WHEN the Delaware Solid Waste Authority (DSWA), responsible for developing and implementing programs for management of the state’s solid waste streams, was considering a ban on disposal of yard trimmings at its Cherry Island Landfill in Wilmington a few years ago, it began assessing alternative outlets for the material. Among them was establishment of a composting facility in the Wilmington area, which is about 20 miles south of Philadelphia. “We were asked by DSWA if we were interested in opening a facility and we responded yes, if we can take food waste as well,” recalls Nelson Widell, a partner in the Peninsula Compost Group, LLC.
A site was identified within the Wilmington City limits, close to the Cherry Island Landfill and adjacent to the Port of Wilmington, which receives shiploads of fresh produce on a daily basis. In the mid-Atlantic region, Wilmington is halfway between Washington, D.C., and New York City. “It is in the cat bird seat of the highest landfill tip fees in the country,” says Widell.
The site is also within a stone’s throw of Southbridge, a minority residential neighborhood that has had to live with a local landfill and plenty of traffic and noise. “One of the first things we did was meet with residents and the Southbridge community group, the councilwoman from that district and others,” explains Widell. “We asked that they give us a chance to explain what we intended to do. And then, if they really don’t want us, we are out of here.”
What emerged from this series of events and opportunities is a 27-acre, $20 million source separated organics composting facility designed to receive an average of 550 tons/day of materials. The site, an industrially-zoned former brownfield, is right off an exit of Interstate 495, providing easy access to haulers coming from as far away as New York City. The Wilmington Organics Recycling Center (WORC) opened its doors December 1, 2009, and when BioCycle editors visited in May, it was receiving about 300 tons/day of food waste, soiled paper and corrugated and some other materials such as clean wood construction debris. “Right now, our loads are about 80 percent preconsumer and 20 percent postconsumer food waste,” Widell says. Maximum daily capacity at the WORC facility, expected to be reached by fall 2010, is 700 tons of combined yard, food and construction (wood) waste a day.
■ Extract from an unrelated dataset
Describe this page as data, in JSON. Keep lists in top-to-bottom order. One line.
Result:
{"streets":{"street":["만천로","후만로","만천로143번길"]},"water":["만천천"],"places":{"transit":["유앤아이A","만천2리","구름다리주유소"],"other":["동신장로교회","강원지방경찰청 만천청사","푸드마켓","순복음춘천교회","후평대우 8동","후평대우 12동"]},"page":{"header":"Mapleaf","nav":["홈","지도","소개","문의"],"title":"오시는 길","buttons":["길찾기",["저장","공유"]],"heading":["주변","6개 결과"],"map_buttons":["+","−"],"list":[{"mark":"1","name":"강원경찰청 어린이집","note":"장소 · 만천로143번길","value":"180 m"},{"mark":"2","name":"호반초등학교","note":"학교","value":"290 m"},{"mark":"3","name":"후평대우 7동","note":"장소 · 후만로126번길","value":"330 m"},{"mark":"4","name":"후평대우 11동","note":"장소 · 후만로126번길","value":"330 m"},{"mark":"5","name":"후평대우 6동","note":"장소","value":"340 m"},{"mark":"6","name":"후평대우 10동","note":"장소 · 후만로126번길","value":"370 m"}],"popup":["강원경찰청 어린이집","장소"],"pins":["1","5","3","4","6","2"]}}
COMMUNITY BENEFITS AGREEMENT
A number of circumstances enabled Peninsula Compost Group to move fairly quickly through the permitting process. First was the need for a large composting capacity, as DSWA’s yard trimmings disposal ban at the Cherry Island Landfill went into effect in January 2008. (DSWA’s other two landfills in the state also will have bans in effect on January 1, 2011.) Second was the company’s focus on working with the community. Third was the facility operator’s and selected technology’s track record. Fourth was a strong team of local partners. Fifth was the ability to establish a competitive tipping fee.
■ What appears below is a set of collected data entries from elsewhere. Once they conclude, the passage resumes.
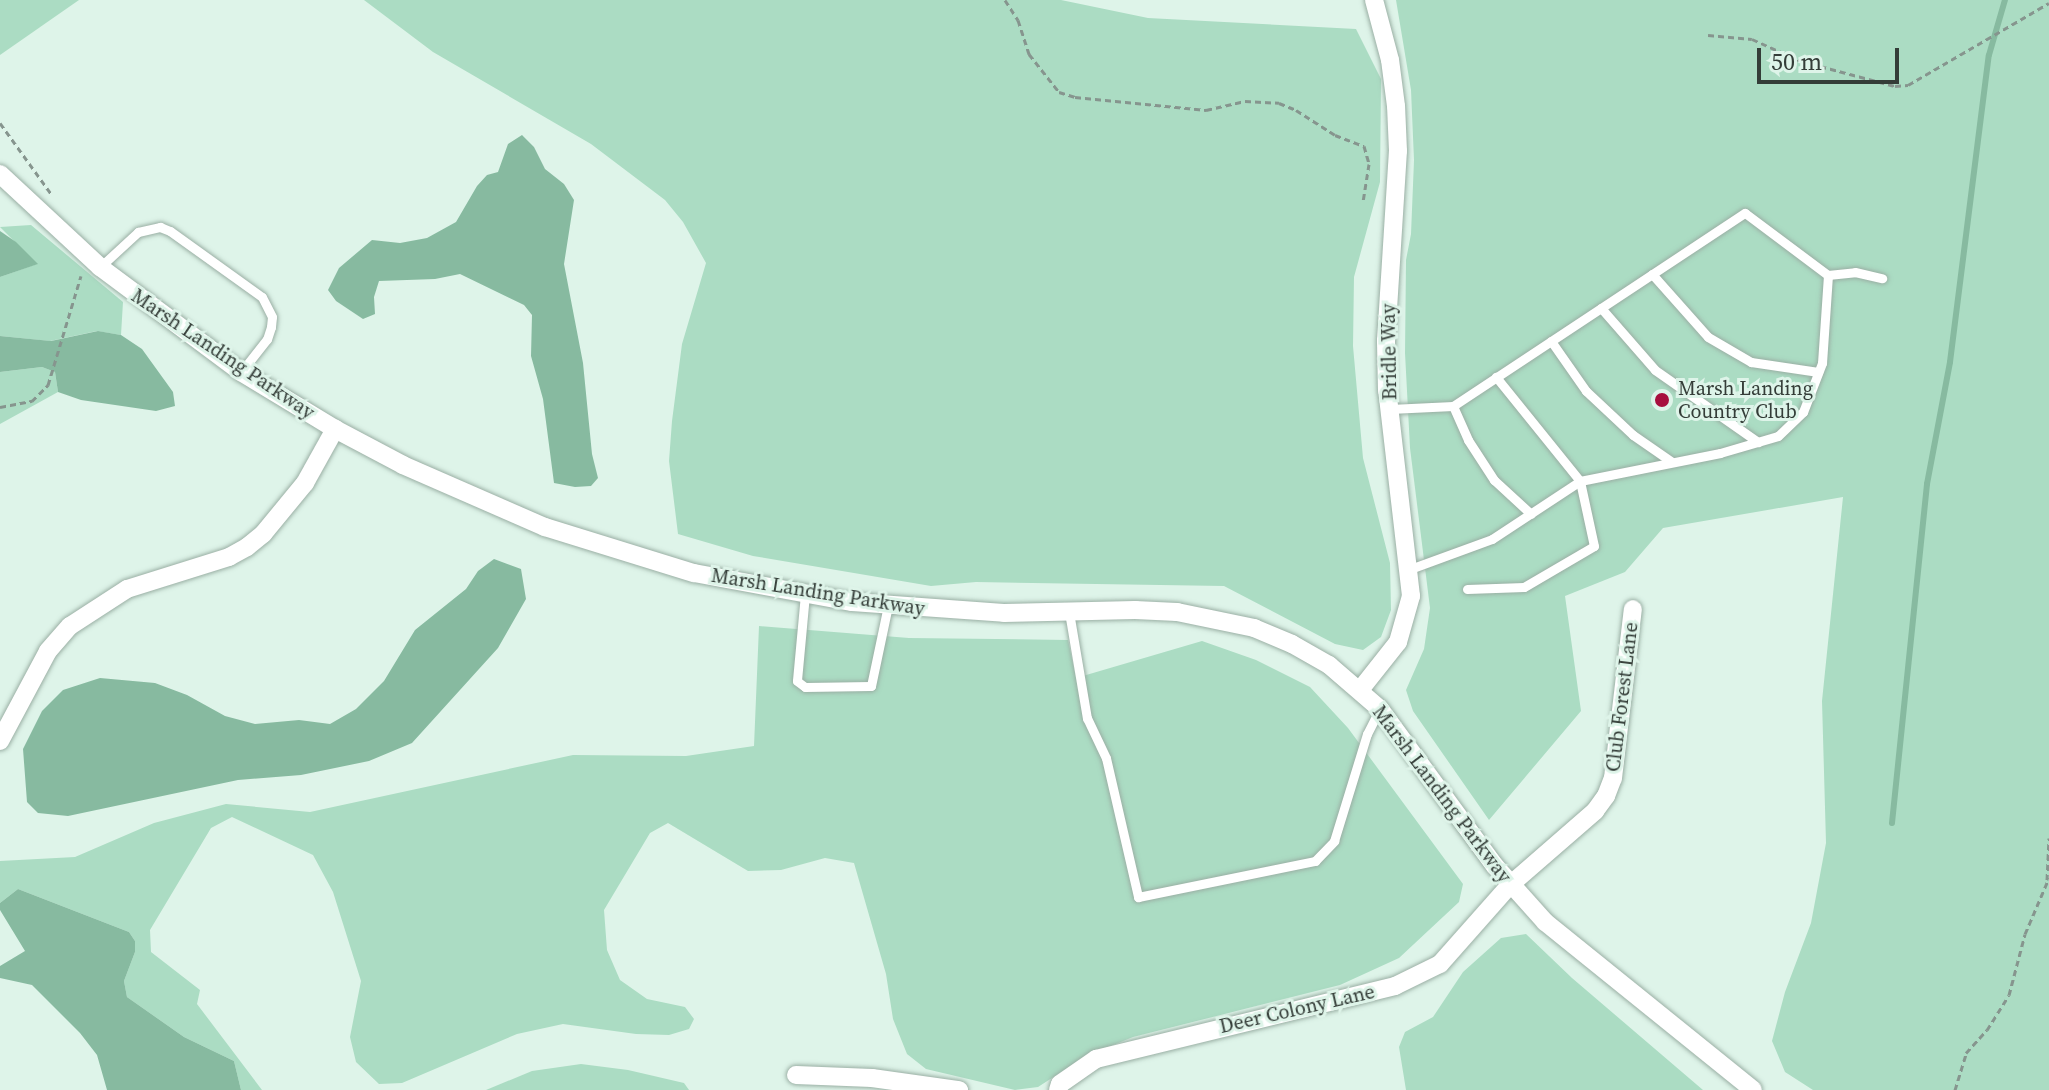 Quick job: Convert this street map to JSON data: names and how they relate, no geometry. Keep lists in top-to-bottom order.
{
  "streets": {
    "street": [
      "Bridle Way",
      "Marsh Landing Parkway",
      "Club Forest Lane",
      "Deer Colony Lane"
    ]
  },
  "crossings": [
    ["Bridle Way", "Marsh Landing Parkway"],
    ["Marsh Landing Parkway", "Club Forest Lane"],
    ["Marsh Landing Parkway", "Deer Colony Lane"],
    ["Club Forest Lane", "Deer Colony Lane"]
  ],
  "places": ["Marsh Landing Country Club"],
  "scale_bar": "50 m"
}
Widell is a partner in a separate company, Waste Options, Inc., which has developed a number of municipal solid waste composting projects, including a successful operation on the Island of Nantucket, Massachusetts. In addition to learning a great deal about materials processing and composting, Widell and his partner, Charles Gifford, learned even more about the need for positive public relationships. “Skin your knees enough times and you learn your lesson,” Widell says. “If you don’t have support of the community, you are in trouble.”
As part of WORC’s outreach and education, tours were arranged for Wilmington community leaders – along with a third-party engineer – of the Nantucket plant as well as Cedar Grove Composting in Everett, Washington. The Cedar Grove plant uses the GORE Cover system, the same composting technology that Peninsula Compost intended to employ. Feedstock composition was similar as well, including pre and postconsumer source separated food waste, yard trimmings, wood, soiled paper and compostable products. “They could see the technology we were proposing,” Widell says.
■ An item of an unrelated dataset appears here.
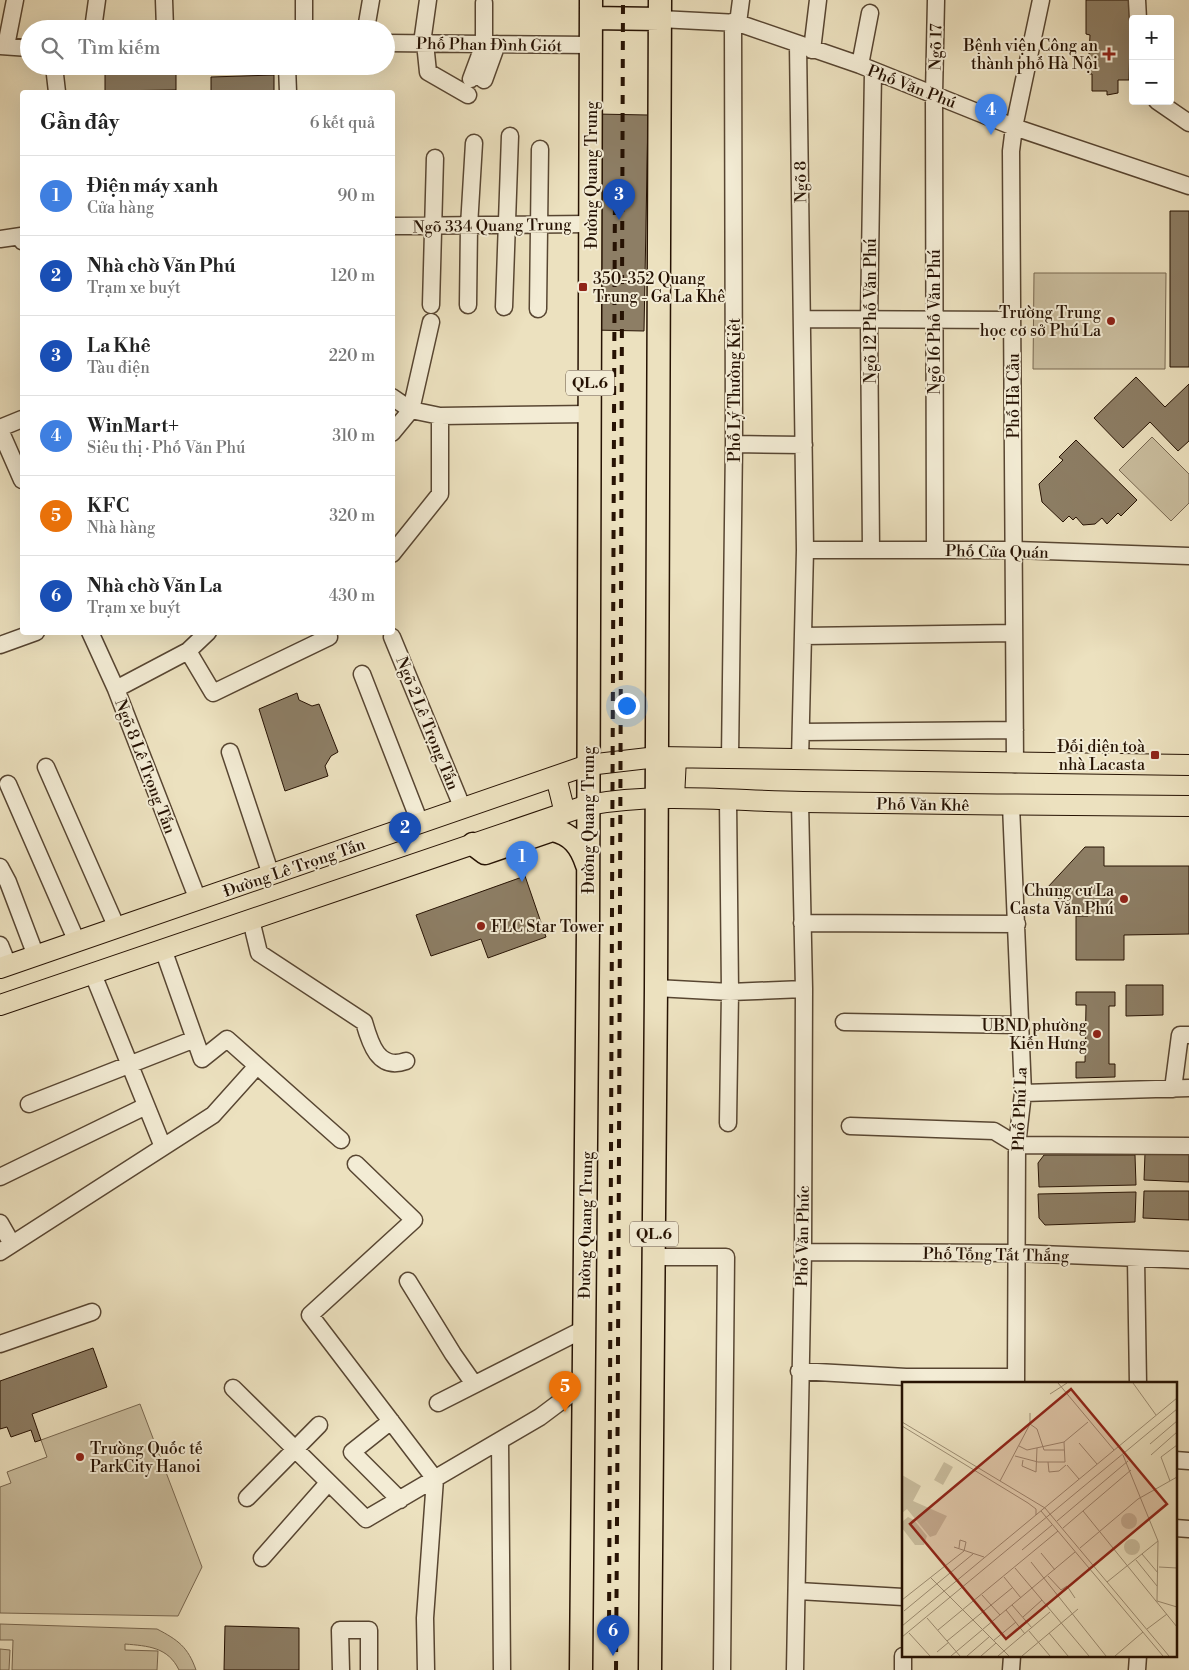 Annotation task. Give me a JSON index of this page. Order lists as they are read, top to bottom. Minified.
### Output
{"streets":{"highway":["Đường Quang Trung","QL.6"],"main road":["Phố Văn Khê","Đường Lê Trọng Tấn"],"street":["Phố Phan Đình Giót","Ngõ 17","Phố Văn Phú","Ngõ 8","Ngõ 334 Quang Trung","Ngõ 12 Phố Văn Phú","Ngõ 16 Phố Văn Phú","Phố Lý Thường Kiệt","Phố Hà Cầu","Phố Cửa Quán","Ngõ 2 Lê Trọng Tấn","Ngõ 8 Lê Trọng Tấn","Phố Phú La","Phố Văn Phúc","Phố Tống Tất Thắng"]},"crossings":[["Phố Phan Đình Giót","Đường Quang Trung"],["Ngõ 17","Phố Văn Phú"],["Ngõ 17","Ngõ 16 Phố Văn Phú"],["Phố Văn Phú","Ngõ 8"],["Phố Văn Phú","Ngõ 12 Phố Văn Phú"],["Phố Văn Phú","Ngõ 16 Phố Văn Phú"],["Phố Văn Phú","QL.6"],["Phố Văn Phú","Phố Lý Thường Kiệt"],["Phố Văn Phú","Phố Hà Cầu"],["Đường Quang Trung","Ngõ 334 Quang Trung"],["Đường Quang Trung","Phố Văn Khê"],["Đường Quang Trung","Đường Lê Trọng Tấn"],["Ngõ 8","Phố Cửa Quán"],["Ngõ 12 Phố Văn Phú","Phố Cửa Quán"],["Ngõ 16 Phố Văn Phú","Phố Cửa Quán"],["QL.6","Phố Văn Khê"],["QL.6","Đường Lê Trọng Tấn"],["Phố Hà Cầu","Phố Cửa Quán"],["Ngõ 2 Lê Trọng Tấn","Đường Lê Trọng Tấn"],["Ngõ 8 Lê Trọng Tấn","Đường Lê Trọng Tấn"],["Phố Văn Khê","Phố Phú La"],["Phố Văn Khê","Phố Văn Phúc"],["Phố Phú La","Phố Tống Tất Thắng"],["Phố Văn Phúc","Phố Tống Tất Thắng"]],"places":{"health":["Bệnh viện Công an thành phố Hà Nội"],"transit":["350-352 Quang Trung - Ga La Khê","Đối diện toà nhà Lacasta"],"other":["Trường Trung học cơ sở Phú La","Chung cư La Casta Văn Phú","FLC Star Tower","UBND phường Kiến Hưng","Trường Quốc tế ParkCity Hanoi"]},"page":{"map_buttons":["+","−"],"search":"Tìm kiếm","heading":["Gần đây","6 kết quả"],"pins":["4","3","2","1","5","6"],"list":[{"mark":"1","name":"Điện máy xanh","note":"Cửa hàng","value":"90 m"},{"mark":"2","name":"Nhà chờ Văn Phú","note":"Trạm xe buýt","value":"120 m"},{"mark":"3","name":"La Khê","note":"Tàu điện","value":"220 m"},{"mark":"4","name":"WinMart+","note":"Siêu thị · Phố Văn Phú","value":"310 m"},{"mark":"5","name":"KFC","note":"Nhà hàng","value":"320 m"},{"mark":"6","name":"Nhà chờ Văn La","note":"Trạm xe buýt","value":"430 m"}]}}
Ultimately, Peninsula Compost and the Southbridge community prepared a Community Benefits Agreement, the first in the state of Delaware. Besides addressing concerns such as potential smells and truck traffic around local neighborhoods through proactive measures that include a 24-hour hotline, Peninsula Compost pledged a significant number of jobs – both to build the facility and to keep it running – to local residents and minorities.
“Most important was jobs,” Widell says. “We pledged that at least 20 percent of the workers would be from the Southbridge community [currently that’s at 60 percent].” At least 20 percent minority participation by subcontractors to build the facility was also promised and met. With the support of the local community in hand, Widell says the project was readily embraced by the city council, the mayor and state officials. “We took the politics out of it and had the politicians’ support by going immediately to the neighborhood and getting their support.”

PARTNERS, PERMITTING AND GHG EMISSIONS
The Peninsula Compost Group also forged alliances with local businesses that became partners in the venture. This included Port Contractors, a nationally operating stevedore, which both owns the property the site is on and supplies WORC with some of its trained materials handlers, and EDiS Construction, a neighboring leaser that oversaw building of the composting facility. “It really put a local identity to this,” Widell says.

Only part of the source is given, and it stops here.